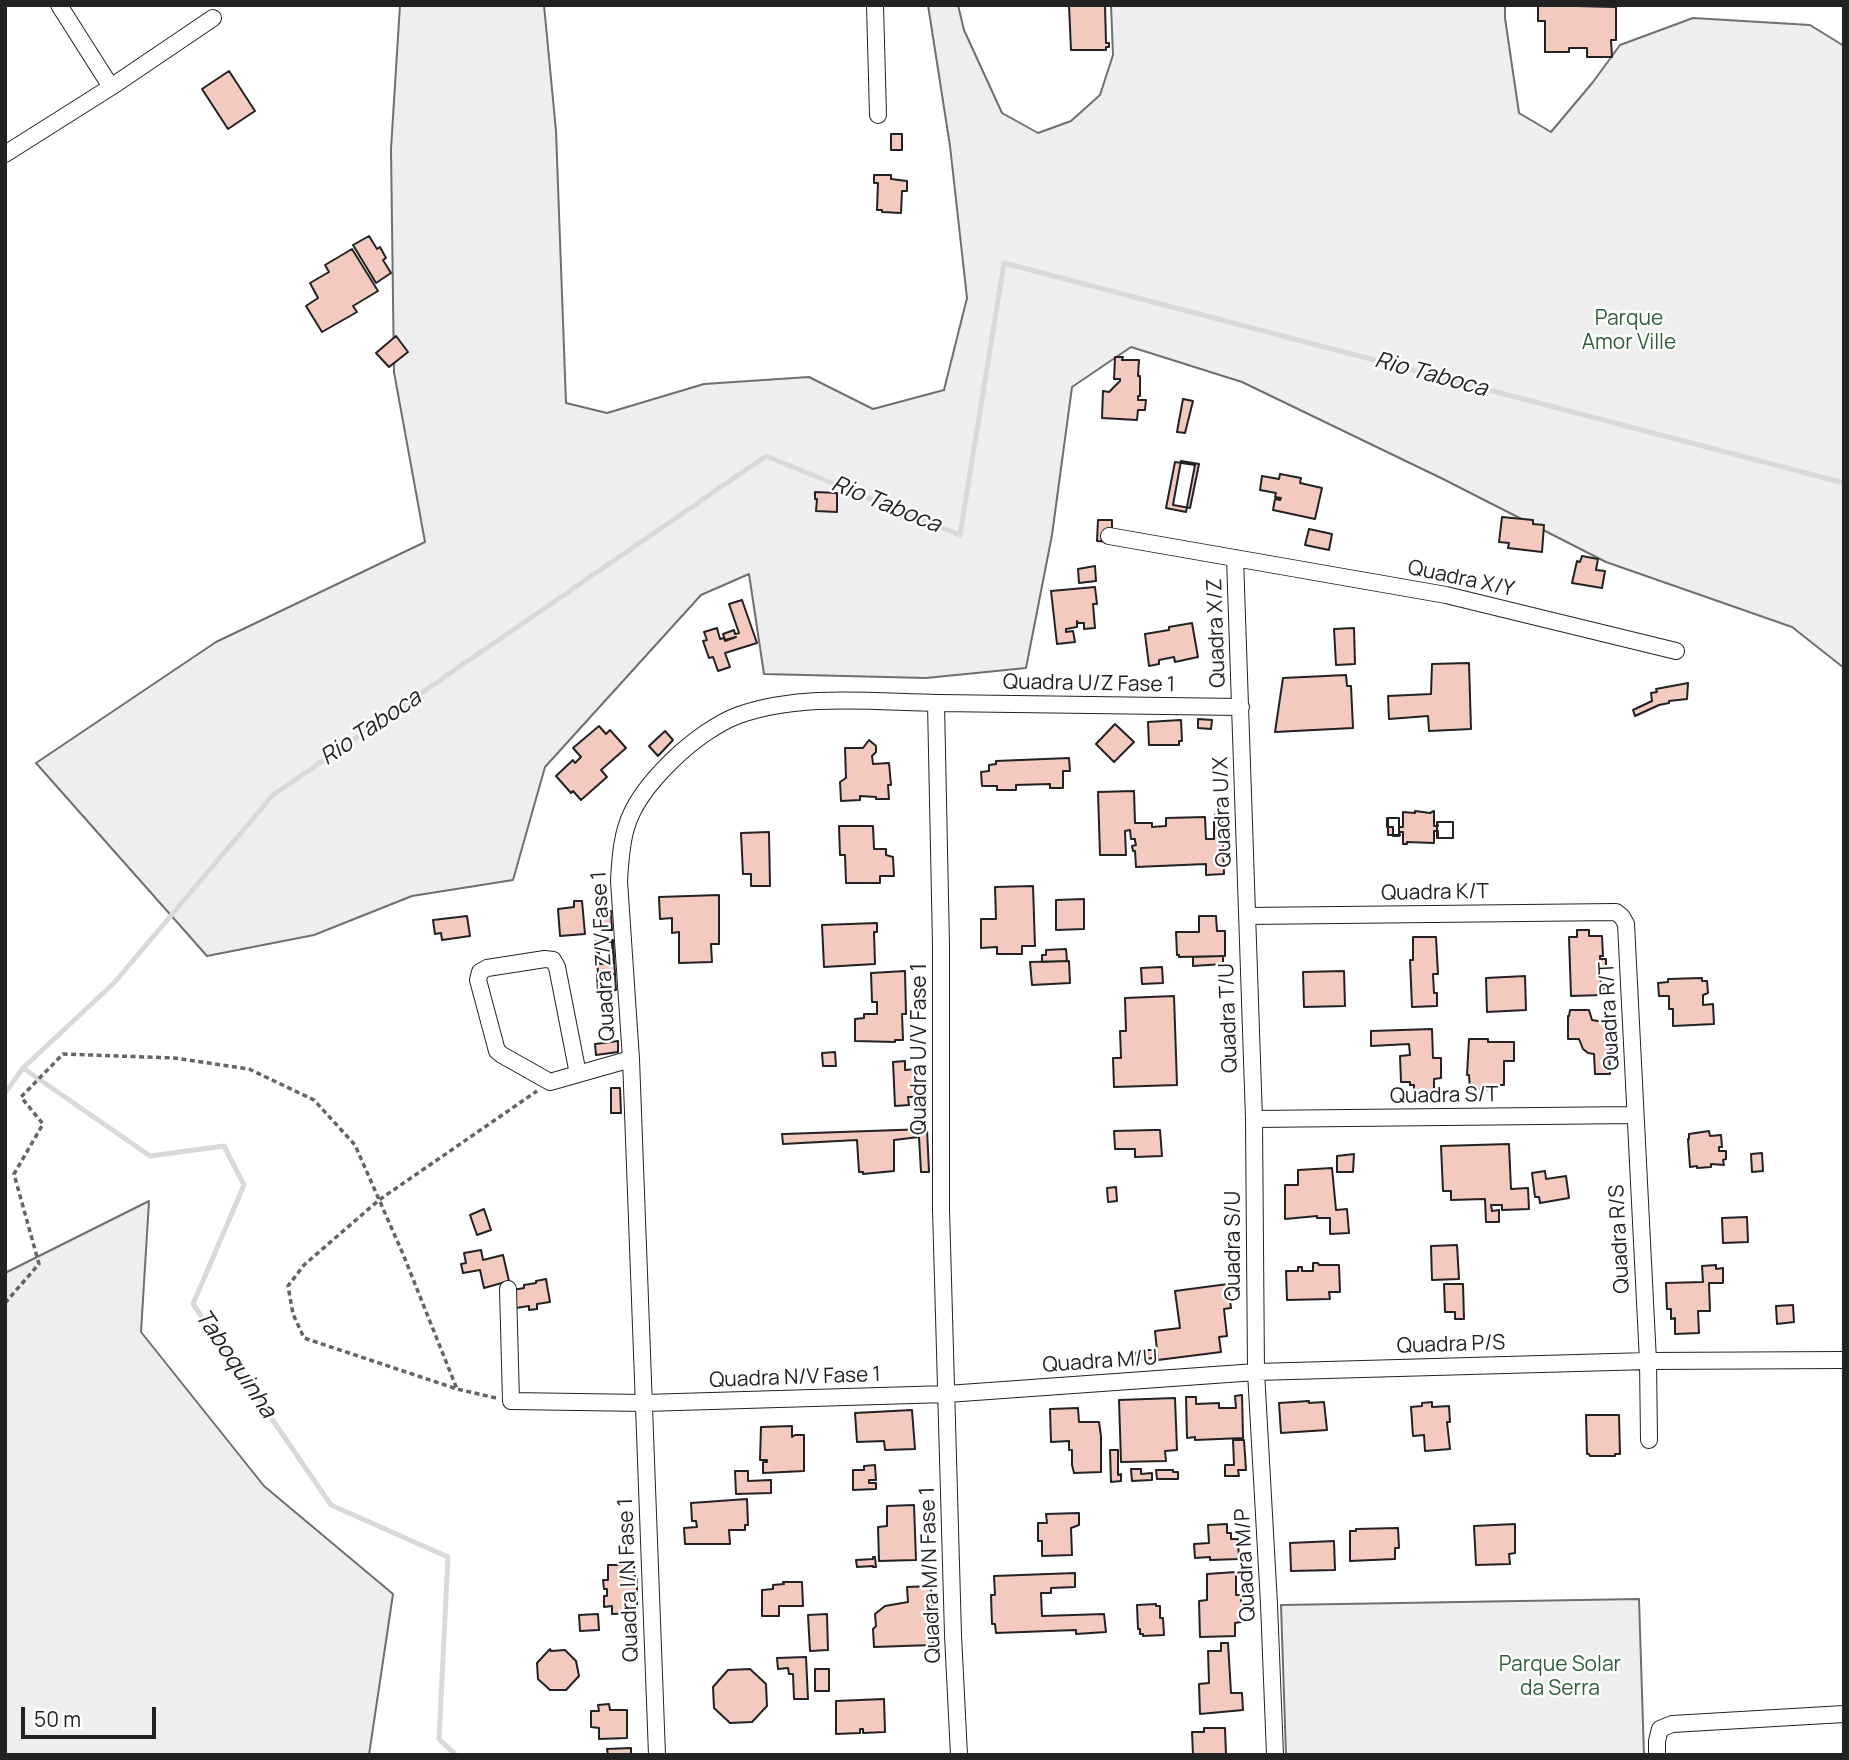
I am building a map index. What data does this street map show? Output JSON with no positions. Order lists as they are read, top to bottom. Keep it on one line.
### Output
{"streets":{"street":["Quadra X/Y","Quadra X/Z","Quadra U/Z Fase 1","Quadra U/X","Quadra K/T","Quadra Z/V Fase 1","Quadra R/T","Quadra T/U","Quadra U/V Fase 1","Quadra S/T","Quadra R/S","Quadra S/U","Quadra P/S","Quadra M/U","Quadra N/V Fase 1","Quadra M/P","Quadra M/N Fase 1","Quadra I/N Fase 1"]},"crossings":[["Quadra X/Y","Quadra X/Z"],["Quadra X/Z","Quadra U/Z Fase 1"],["Quadra X/Z","Quadra U/X"],["Quadra U/Z Fase 1","Quadra U/X"],["Quadra U/Z Fase 1","Quadra Z/V Fase 1"],["Quadra U/Z Fase 1","Quadra U/V Fase 1"],["Quadra U/X","Quadra K/T"],["Quadra U/X","Quadra T/U"],["Quadra K/T","Quadra R/T"],["Quadra K/T","Quadra T/U"],["Quadra Z/V Fase 1","Quadra U/V Fase 1"],["Quadra Z/V Fase 1","Quadra N/V Fase 1"],["Quadra Z/V Fase 1","Quadra I/N Fase 1"],["Quadra R/T","Quadra S/T"],["Quadra R/T","Quadra R/S"],["Quadra T/U","Quadra S/T"],["Quadra T/U","Quadra S/U"],["Quadra U/V Fase 1","Quadra M/U"],["Quadra U/V Fase 1","Quadra N/V Fase 1"],["Quadra U/V Fase 1","Quadra M/N Fase 1"],["Quadra S/T","Quadra R/S"],["Quadra S/T","Quadra S/U"],["Quadra R/S","Quadra P/S"],["Quadra S/U","Quadra P/S"],["Quadra S/U","Quadra M/U"],["Quadra S/U","Quadra M/P"],["Quadra P/S","Quadra M/U"],["Quadra P/S","Quadra M/P"],["Quadra M/U","Quadra N/V Fase 1"],["Quadra M/U","Quadra M/P"],["Quadra M/U","Quadra M/N Fase 1"],["Quadra N/V Fase 1","Quadra M/N Fase 1"],["Quadra N/V Fase 1","Quadra I/N Fase 1"]],"water":["Rio Taboca","Taboquinha"],"parks":["Parque Amor Ville","Parque Solar da Serra"],"scale_bar":"50 m"}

◆ **WORK ITEM**
Copy the listing exactly. Leave the pictures out.

◆ **YOUR SOLUTION**
I am building a map index. What data does this street map show? Output JSON with no positions. Order lists as they are read, top to bottom. Keep it on one line.
### Output
{"streets":{"street":["Quadra X/Y","Quadra X/Z","Quadra U/Z Fase 1","Quadra U/X","Quadra K/T","Quadra Z/V Fase 1","Quadra R/T","Quadra T/U","Quadra U/V Fase 1","Quadra S/T","Quadra R/S","Quadra S/U","Quadra P/S","Quadra M/U","Quadra N/V Fase 1","Quadra M/P","Quadra M/N Fase 1","Quadra I/N Fase 1"]},"crossings":[["Quadra X/Y","Quadra X/Z"],["Quadra X/Z","Quadra U/Z Fase 1"],["Quadra X/Z","Quadra U/X"],["Quadra U/Z Fase 1","Quadra U/X"],["Quadra U/Z Fase 1","Quadra Z/V Fase 1"],["Quadra U/Z Fase 1","Quadra U/V Fase 1"],["Quadra U/X","Quadra K/T"],["Quadra U/X","Quadra T/U"],["Quadra K/T","Quadra R/T"],["Quadra K/T","Quadra T/U"],["Quadra Z/V Fase 1","Quadra U/V Fase 1"],["Quadra Z/V Fase 1","Quadra N/V Fase 1"],["Quadra Z/V Fase 1","Quadra I/N Fase 1"],["Quadra R/T","Quadra S/T"],["Quadra R/T","Quadra R/S"],["Quadra T/U","Quadra S/T"],["Quadra T/U","Quadra S/U"],["Quadra U/V Fase 1","Quadra M/U"],["Quadra U/V Fase 1","Quadra N/V Fase 1"],["Quadra U/V Fase 1","Quadra M/N Fase 1"],["Quadra S/T","Quadra R/S"],["Quadra S/T","Quadra S/U"],["Quadra R/S","Quadra P/S"],["Quadra S/U","Quadra P/S"],["Quadra S/U","Quadra M/U"],["Quadra S/U","Quadra M/P"],["Quadra P/S","Quadra M/U"],["Quadra P/S","Quadra M/P"],["Quadra M/U","Quadra N/V Fase 1"],["Quadra M/U","Quadra M/P"],["Quadra M/U","Quadra M/N Fase 1"],["Quadra N/V Fase 1","Quadra M/N Fase 1"],["Quadra N/V Fase 1","Quadra I/N Fase 1"]],"water":["Rio Taboca","Taboquinha"],"parks":["Parque Amor Ville","Parque Solar da Serra"],"scale_bar":"50 m"}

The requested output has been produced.